• _TASK GOAL_
Among the entries that follow, the required portion opens with the line containing "context.lineWidth = 4.5;" and closes with the line containing "M435 896 458". Give that portion again exactly, and nothing else.

Saved data entries:
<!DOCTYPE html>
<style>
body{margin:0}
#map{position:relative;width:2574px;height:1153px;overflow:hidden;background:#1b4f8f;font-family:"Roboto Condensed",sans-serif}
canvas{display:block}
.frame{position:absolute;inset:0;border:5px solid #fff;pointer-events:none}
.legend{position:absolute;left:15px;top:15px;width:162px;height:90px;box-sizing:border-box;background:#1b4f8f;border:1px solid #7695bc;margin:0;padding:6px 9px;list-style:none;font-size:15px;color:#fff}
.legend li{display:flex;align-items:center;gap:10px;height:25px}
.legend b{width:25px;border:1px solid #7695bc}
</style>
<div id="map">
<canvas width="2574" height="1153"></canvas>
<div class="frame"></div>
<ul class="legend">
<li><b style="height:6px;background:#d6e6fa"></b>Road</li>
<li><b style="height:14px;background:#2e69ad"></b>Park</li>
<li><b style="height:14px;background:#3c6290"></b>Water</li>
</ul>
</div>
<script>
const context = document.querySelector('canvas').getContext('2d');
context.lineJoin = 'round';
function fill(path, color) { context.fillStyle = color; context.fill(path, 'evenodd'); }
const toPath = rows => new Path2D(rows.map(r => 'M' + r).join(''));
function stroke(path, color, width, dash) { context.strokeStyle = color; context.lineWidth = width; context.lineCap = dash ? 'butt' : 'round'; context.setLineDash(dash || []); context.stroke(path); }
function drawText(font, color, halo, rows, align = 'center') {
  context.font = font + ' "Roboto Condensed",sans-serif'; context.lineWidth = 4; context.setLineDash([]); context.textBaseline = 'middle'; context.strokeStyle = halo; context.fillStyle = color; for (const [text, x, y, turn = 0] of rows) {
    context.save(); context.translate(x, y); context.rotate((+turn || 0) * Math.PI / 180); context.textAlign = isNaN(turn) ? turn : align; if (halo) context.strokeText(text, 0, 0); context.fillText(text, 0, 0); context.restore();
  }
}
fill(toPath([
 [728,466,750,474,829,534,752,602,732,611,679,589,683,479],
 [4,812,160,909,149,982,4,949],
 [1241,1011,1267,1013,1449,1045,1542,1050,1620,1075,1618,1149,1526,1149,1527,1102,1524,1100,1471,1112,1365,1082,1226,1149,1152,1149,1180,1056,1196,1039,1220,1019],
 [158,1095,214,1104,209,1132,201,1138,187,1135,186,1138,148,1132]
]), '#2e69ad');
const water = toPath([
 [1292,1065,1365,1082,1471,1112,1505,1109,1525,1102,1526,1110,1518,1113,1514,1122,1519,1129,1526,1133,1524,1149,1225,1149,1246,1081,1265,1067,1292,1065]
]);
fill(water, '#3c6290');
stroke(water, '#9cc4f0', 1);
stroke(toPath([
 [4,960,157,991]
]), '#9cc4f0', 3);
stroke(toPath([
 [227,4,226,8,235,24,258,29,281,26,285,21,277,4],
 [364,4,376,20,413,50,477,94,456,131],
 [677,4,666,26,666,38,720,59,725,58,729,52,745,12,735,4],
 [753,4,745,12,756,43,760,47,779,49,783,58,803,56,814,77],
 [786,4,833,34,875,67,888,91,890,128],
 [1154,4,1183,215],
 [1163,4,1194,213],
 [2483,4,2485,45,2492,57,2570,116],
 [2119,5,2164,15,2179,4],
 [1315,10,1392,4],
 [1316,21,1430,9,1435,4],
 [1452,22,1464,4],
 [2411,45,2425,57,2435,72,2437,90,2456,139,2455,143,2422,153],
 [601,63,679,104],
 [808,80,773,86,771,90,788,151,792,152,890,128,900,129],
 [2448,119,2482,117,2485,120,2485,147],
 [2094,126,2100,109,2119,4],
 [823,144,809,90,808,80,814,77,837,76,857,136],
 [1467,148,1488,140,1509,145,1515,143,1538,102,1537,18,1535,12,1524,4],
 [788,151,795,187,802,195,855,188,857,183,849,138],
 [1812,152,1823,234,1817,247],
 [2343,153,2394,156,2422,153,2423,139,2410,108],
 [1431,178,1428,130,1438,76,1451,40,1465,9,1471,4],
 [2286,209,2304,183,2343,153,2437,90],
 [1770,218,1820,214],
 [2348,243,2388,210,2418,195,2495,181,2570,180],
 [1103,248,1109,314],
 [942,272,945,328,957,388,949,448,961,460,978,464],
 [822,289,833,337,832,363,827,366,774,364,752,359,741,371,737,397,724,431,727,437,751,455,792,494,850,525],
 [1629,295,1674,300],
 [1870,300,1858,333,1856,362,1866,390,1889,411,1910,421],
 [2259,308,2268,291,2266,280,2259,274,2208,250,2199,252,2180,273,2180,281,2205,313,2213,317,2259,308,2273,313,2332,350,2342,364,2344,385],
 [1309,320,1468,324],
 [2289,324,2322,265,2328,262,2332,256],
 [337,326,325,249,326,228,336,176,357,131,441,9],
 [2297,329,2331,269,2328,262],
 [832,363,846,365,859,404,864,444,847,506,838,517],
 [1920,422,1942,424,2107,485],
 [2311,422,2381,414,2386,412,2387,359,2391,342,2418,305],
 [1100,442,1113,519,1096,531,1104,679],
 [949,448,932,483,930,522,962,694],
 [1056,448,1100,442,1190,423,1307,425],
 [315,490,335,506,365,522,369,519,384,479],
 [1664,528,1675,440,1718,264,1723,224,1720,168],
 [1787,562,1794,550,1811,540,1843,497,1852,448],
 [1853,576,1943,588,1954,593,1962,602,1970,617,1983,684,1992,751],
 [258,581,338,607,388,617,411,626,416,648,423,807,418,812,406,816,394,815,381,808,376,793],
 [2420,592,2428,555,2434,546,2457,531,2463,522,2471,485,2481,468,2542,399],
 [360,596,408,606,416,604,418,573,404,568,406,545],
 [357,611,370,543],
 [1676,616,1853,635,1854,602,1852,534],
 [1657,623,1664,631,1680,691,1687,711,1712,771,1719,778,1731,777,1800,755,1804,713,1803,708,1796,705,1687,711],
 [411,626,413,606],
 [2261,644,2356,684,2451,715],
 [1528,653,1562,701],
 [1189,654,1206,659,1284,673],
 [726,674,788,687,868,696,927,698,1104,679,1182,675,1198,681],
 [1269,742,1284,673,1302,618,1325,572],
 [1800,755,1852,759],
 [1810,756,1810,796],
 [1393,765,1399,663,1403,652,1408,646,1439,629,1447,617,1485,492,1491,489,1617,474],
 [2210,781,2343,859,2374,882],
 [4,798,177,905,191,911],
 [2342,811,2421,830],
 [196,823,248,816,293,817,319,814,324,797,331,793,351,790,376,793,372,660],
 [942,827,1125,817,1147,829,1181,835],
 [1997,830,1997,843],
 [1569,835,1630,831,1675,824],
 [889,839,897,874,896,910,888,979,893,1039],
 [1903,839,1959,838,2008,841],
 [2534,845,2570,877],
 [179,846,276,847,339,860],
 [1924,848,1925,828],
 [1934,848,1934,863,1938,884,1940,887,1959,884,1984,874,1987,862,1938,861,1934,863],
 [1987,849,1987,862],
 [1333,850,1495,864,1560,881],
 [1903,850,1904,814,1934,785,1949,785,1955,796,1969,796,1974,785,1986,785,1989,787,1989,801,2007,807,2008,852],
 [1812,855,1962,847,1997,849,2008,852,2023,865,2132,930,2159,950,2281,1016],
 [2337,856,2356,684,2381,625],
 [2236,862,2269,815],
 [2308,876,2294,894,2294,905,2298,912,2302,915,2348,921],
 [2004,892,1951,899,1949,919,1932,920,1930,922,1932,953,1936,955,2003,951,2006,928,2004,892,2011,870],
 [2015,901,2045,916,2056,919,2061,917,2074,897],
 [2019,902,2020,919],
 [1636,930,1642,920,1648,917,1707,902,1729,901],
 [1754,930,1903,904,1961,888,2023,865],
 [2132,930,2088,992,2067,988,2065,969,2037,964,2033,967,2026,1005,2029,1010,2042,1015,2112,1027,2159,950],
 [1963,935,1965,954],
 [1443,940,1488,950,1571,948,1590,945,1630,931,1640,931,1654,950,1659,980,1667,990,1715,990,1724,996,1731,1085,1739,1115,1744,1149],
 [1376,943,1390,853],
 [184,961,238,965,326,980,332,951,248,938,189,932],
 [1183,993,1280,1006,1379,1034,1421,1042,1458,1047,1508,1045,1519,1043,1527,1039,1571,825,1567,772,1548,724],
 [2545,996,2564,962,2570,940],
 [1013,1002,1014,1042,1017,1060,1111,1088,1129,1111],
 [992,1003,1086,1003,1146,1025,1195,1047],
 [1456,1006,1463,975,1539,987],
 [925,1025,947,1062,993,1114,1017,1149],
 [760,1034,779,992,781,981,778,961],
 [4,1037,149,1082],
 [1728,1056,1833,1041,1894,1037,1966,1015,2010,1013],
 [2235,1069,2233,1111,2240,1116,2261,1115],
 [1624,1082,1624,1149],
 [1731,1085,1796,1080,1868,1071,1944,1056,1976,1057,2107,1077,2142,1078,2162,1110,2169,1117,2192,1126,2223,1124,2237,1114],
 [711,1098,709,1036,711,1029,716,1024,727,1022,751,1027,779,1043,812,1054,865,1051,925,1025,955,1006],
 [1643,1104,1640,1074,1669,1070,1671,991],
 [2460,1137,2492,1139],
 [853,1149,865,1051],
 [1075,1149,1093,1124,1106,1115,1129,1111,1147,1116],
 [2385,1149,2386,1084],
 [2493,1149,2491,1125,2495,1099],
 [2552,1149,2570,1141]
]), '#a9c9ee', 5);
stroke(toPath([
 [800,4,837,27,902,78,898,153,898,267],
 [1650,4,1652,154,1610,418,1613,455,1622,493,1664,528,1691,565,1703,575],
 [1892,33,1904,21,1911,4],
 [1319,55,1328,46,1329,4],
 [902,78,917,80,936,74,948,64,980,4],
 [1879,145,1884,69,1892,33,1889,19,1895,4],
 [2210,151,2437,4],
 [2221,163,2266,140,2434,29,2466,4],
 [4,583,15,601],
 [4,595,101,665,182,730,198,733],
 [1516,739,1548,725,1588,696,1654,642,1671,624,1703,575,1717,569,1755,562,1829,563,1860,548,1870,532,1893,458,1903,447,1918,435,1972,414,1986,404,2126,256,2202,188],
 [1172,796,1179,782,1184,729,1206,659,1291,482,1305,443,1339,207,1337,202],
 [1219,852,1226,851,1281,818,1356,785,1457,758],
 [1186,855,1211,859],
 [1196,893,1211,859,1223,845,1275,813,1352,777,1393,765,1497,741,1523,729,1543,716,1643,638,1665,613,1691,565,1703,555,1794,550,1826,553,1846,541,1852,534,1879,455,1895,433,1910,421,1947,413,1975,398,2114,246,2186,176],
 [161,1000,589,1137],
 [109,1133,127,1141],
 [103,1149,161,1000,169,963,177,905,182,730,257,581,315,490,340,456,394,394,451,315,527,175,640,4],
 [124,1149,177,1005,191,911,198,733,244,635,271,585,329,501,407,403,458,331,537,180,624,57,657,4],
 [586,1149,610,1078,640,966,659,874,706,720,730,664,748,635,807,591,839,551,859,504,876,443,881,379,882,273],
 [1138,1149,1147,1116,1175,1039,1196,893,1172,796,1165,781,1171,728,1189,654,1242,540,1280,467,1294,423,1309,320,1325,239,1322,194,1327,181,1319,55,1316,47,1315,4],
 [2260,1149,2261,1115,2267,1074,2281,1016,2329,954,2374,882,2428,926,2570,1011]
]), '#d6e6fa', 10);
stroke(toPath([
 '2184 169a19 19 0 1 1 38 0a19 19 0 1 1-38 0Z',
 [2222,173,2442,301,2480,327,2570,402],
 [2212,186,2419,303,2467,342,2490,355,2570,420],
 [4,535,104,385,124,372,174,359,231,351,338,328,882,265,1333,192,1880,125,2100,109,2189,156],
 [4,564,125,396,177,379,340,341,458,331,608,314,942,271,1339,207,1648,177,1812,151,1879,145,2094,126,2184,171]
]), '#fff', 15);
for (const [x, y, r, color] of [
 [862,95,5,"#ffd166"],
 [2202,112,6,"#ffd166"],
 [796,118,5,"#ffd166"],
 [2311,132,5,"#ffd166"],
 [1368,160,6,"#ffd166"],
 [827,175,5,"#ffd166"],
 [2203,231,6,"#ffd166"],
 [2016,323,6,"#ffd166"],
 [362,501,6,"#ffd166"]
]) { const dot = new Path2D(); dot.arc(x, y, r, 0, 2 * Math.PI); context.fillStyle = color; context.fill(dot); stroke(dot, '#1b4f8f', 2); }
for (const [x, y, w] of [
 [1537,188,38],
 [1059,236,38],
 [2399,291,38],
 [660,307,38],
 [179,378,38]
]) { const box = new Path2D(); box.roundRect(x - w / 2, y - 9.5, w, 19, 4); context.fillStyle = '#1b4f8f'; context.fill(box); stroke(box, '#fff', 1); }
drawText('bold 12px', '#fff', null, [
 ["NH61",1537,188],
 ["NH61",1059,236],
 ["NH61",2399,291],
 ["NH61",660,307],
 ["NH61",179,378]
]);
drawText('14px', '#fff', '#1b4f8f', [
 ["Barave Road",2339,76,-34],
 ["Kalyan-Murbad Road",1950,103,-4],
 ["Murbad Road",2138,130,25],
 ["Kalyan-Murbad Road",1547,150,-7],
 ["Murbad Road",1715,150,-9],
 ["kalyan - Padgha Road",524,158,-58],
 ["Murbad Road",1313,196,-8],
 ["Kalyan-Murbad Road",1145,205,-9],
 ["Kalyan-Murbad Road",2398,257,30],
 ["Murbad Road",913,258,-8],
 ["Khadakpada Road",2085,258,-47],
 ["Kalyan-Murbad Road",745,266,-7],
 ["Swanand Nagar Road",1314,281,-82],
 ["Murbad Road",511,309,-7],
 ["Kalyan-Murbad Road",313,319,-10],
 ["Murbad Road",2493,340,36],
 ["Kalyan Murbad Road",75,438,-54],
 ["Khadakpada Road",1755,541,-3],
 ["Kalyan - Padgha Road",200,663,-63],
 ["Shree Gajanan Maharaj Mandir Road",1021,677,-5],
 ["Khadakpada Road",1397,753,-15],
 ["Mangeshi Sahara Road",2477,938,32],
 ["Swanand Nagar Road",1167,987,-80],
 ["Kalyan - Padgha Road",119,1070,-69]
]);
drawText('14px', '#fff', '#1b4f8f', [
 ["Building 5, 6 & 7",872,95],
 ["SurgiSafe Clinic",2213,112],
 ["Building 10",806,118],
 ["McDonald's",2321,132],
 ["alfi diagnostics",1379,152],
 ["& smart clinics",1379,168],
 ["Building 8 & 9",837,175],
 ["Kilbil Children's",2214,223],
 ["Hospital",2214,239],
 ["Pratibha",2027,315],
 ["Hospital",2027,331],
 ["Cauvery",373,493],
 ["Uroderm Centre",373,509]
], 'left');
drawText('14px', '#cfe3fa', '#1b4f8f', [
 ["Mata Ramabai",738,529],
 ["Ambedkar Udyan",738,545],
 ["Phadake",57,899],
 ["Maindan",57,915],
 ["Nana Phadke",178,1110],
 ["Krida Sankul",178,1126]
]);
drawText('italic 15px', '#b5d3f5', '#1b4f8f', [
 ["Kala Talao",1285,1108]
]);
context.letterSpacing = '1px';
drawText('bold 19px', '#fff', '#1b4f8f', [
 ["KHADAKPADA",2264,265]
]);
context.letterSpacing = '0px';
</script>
--
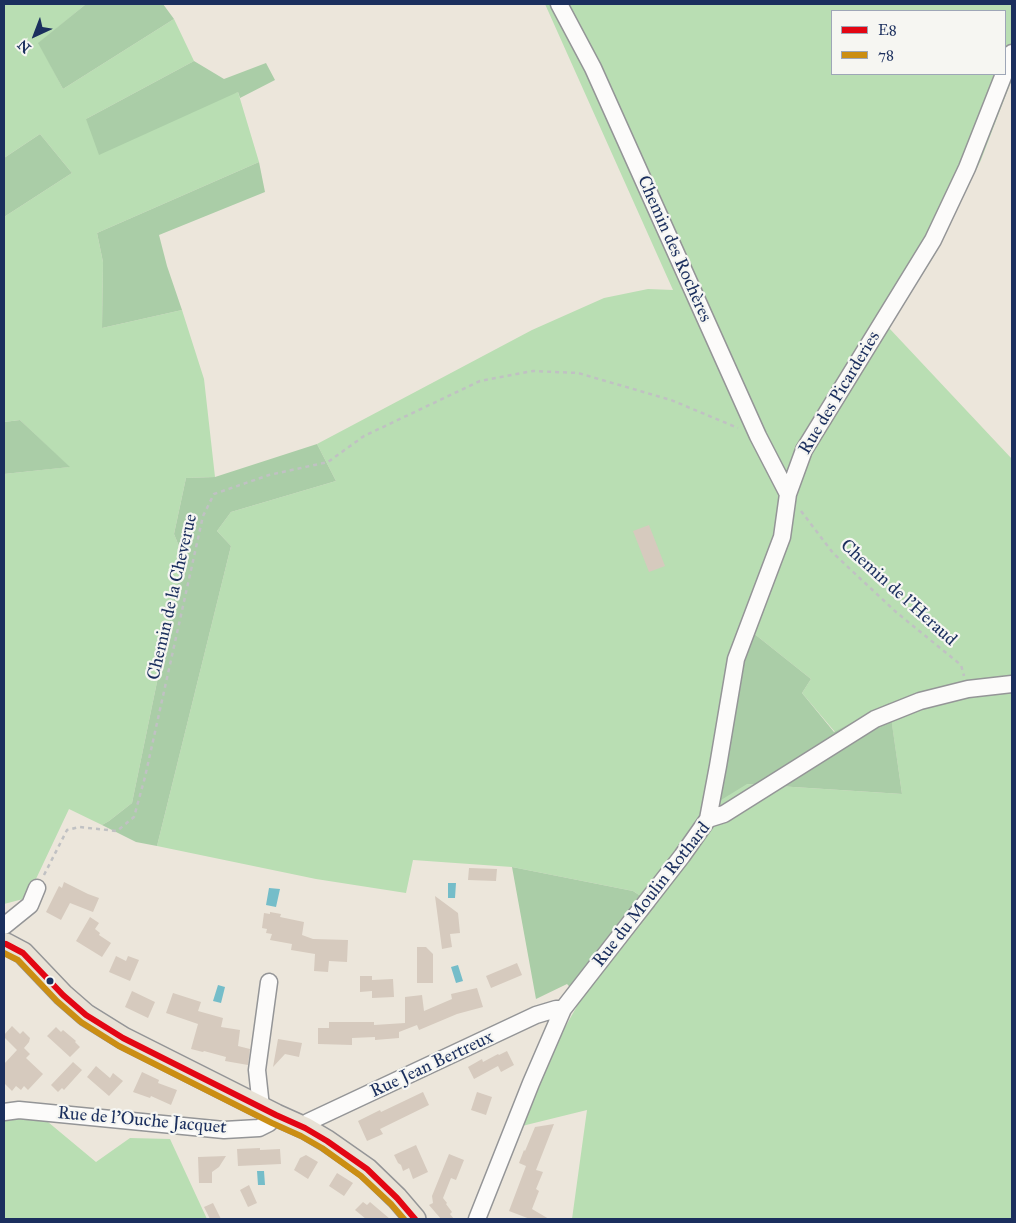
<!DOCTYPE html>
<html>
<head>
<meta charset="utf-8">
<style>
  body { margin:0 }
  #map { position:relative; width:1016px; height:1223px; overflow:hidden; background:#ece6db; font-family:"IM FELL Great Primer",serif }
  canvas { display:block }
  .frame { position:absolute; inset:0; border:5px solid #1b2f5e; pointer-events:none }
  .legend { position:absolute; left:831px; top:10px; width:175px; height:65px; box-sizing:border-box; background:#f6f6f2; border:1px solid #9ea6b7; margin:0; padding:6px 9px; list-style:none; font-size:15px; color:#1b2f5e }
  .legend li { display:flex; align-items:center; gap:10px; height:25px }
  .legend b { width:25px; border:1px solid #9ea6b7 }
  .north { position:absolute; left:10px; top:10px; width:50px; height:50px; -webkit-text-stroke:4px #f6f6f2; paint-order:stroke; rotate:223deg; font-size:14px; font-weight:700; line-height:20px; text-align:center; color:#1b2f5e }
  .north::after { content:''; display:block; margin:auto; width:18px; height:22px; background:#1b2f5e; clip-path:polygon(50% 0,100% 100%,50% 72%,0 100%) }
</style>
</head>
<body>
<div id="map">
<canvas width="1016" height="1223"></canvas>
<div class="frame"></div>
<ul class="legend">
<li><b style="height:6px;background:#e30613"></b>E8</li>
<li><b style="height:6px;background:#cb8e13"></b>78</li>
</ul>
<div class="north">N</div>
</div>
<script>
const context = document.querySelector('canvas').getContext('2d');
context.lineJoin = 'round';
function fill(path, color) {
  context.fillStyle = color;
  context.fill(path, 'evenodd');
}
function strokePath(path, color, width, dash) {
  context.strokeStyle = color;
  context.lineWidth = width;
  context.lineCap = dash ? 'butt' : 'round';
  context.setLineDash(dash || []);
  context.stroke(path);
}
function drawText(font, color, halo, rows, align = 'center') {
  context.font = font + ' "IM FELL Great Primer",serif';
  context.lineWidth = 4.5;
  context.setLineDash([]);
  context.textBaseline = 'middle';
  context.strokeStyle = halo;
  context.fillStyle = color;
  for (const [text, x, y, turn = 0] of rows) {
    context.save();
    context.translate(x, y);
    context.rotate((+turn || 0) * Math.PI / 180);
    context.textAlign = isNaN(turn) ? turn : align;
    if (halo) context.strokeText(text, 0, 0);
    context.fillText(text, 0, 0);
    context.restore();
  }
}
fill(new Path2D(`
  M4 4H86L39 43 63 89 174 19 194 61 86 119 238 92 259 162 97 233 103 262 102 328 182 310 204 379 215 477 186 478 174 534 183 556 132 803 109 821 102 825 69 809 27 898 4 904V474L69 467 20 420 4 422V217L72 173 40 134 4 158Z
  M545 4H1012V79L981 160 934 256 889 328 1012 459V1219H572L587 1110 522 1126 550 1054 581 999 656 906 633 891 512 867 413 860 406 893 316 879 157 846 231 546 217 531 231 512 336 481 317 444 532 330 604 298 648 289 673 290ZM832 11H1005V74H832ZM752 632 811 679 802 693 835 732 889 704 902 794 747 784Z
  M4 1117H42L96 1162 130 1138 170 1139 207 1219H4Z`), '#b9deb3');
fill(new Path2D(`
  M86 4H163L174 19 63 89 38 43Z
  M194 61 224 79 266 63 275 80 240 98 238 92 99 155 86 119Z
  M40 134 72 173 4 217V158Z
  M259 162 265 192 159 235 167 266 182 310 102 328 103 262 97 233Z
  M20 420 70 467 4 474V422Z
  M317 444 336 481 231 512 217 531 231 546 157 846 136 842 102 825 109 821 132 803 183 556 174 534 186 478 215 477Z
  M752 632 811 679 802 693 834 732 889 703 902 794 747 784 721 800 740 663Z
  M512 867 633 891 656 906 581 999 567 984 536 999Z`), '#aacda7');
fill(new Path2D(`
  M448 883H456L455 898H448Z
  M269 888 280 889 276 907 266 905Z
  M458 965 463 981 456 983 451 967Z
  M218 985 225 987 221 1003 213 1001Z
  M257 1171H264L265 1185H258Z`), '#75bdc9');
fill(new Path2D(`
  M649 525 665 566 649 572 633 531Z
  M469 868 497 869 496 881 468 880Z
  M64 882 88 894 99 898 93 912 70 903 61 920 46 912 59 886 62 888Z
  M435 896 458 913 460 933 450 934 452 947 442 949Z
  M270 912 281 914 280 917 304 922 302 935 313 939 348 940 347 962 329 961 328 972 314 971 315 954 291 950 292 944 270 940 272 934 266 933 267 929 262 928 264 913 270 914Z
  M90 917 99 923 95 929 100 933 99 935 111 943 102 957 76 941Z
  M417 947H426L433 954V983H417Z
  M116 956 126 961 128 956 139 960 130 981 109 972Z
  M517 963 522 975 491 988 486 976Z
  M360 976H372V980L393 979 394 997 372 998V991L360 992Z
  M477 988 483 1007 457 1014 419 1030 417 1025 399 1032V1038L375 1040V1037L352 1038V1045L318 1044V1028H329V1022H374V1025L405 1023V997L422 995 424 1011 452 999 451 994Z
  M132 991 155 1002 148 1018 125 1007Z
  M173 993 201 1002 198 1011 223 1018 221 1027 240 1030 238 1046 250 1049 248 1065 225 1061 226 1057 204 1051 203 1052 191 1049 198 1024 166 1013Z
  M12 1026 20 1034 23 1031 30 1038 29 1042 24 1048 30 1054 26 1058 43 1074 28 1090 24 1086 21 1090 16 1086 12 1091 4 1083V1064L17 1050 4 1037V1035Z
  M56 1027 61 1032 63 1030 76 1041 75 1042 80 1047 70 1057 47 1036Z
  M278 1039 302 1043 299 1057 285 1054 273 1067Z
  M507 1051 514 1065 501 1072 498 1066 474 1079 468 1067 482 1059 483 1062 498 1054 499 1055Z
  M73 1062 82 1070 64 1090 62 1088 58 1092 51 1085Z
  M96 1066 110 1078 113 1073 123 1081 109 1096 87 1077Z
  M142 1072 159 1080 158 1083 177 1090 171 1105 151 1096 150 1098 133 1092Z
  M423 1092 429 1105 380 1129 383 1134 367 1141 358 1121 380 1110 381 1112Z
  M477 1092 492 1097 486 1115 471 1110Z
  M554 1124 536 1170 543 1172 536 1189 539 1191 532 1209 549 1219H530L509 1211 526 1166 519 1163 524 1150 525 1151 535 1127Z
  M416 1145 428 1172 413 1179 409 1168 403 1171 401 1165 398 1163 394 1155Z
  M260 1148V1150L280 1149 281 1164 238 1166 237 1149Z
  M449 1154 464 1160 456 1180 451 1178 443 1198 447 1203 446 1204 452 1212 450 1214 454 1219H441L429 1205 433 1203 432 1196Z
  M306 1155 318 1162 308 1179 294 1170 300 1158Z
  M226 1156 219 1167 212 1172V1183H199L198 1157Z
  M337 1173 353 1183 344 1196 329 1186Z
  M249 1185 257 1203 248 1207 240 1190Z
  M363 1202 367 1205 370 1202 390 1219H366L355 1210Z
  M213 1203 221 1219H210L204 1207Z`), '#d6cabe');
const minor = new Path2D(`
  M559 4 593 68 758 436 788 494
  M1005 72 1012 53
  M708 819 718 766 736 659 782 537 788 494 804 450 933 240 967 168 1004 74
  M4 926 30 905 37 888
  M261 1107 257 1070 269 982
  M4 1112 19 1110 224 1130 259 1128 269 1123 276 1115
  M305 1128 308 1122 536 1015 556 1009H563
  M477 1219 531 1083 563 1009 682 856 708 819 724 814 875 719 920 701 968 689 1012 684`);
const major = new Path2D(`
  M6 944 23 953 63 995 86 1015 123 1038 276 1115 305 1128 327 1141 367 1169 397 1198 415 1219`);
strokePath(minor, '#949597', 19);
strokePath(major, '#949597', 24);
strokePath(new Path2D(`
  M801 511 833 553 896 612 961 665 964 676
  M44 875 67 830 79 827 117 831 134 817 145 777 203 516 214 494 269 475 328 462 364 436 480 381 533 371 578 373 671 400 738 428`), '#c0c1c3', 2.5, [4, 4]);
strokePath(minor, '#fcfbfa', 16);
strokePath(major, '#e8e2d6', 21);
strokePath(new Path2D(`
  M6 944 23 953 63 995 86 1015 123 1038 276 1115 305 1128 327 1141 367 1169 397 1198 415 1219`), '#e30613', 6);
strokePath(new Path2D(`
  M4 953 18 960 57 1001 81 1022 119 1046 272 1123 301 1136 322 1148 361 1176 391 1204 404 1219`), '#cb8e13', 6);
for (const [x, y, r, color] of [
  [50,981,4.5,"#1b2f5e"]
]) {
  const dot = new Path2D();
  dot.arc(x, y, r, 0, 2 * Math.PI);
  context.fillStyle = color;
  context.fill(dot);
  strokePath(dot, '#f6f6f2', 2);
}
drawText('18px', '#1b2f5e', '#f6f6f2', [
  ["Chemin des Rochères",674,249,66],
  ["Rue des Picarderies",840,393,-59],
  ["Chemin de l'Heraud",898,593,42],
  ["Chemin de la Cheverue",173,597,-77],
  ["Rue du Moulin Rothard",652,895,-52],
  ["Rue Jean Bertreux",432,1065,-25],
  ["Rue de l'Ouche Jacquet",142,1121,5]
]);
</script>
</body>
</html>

• _WRITTEN ANSWER_
  context.lineWidth = 4.5;
  context.setLineDash([]);
  context.textBaseline = 'middle';
  context.strokeStyle = halo;
  context.fillStyle = color;
  for (const [text, x, y, turn = 0] of rows) {
    context.save();
    context.translate(x, y);
    context.rotate((+turn || 0) * Math.PI / 180);
    context.textAlign = isNaN(turn) ? turn : align;
    if (halo) context.strokeText(text, 0, 0);
    context.fillText(text, 0, 0);
    context.restore();
  }
}
fill(new Path2D(`
  M4 4H86L39 43 63 89 174 19 194 61 86 119 238 92 259 162 97 233 103 262 102 328 182 310 204 379 215 477 186 478 174 534 183 556 132 803 109 821 102 825 69 809 27 898 4 904V474L69 467 20 420 4 422V217L72 173 40 134 4 158Z
  M545 4H1012V79L981 160 934 256 889 328 1012 459V1219H572L587 1110 522 1126 550 1054 581 999 656 906 633 891 512 867 413 860 406 893 316 879 157 846 231 546 217 531 231 512 336 481 317 444 532 330 604 298 648 289 673 290ZM832 11H1005V74H832ZM752 632 811 679 802 693 835 732 889 704 902 794 747 784Z
  M4 1117H42L96 1162 130 1138 170 1139 207 1219H4Z`), '#b9deb3');
fill(new Path2D(`
  M86 4H163L174 19 63 89 38 43Z
  M194 61 224 79 266 63 275 80 240 98 238 92 99 155 86 119Z
  M40 134 72 173 4 217V158Z
  M259 162 265 192 159 235 167 266 182 310 102 328 103 262 97 233Z
  M20 420 70 467 4 474V422Z
  M317 444 336 481 231 512 217 531 231 546 157 846 136 842 102 825 109 821 132 803 183 556 174 534 186 478 215 477Z
  M752 632 811 679 802 693 834 732 889 703 902 794 747 784 721 800 740 663Z
  M512 867 633 891 656 906 581 999 567 984 536 999Z`), '#aacda7');
fill(new Path2D(`
  M448 883H456L455 898H448Z
  M269 888 280 889 276 907 266 905Z
  M458 965 463 981 456 983 451 967Z
  M218 985 225 987 221 1003 213 1001Z
  M257 1171H264L265 1185H258Z`), '#75bdc9');
fill(new Path2D(`
  M649 525 665 566 649 572 633 531Z
  M469 868 497 869 496 881 468 880Z
  M64 882 88 894 99 898 93 912 70 903 61 920 46 912 59 886 62 888Z
  M435 896 458 913 460 933 450 934 452 947 442 949Z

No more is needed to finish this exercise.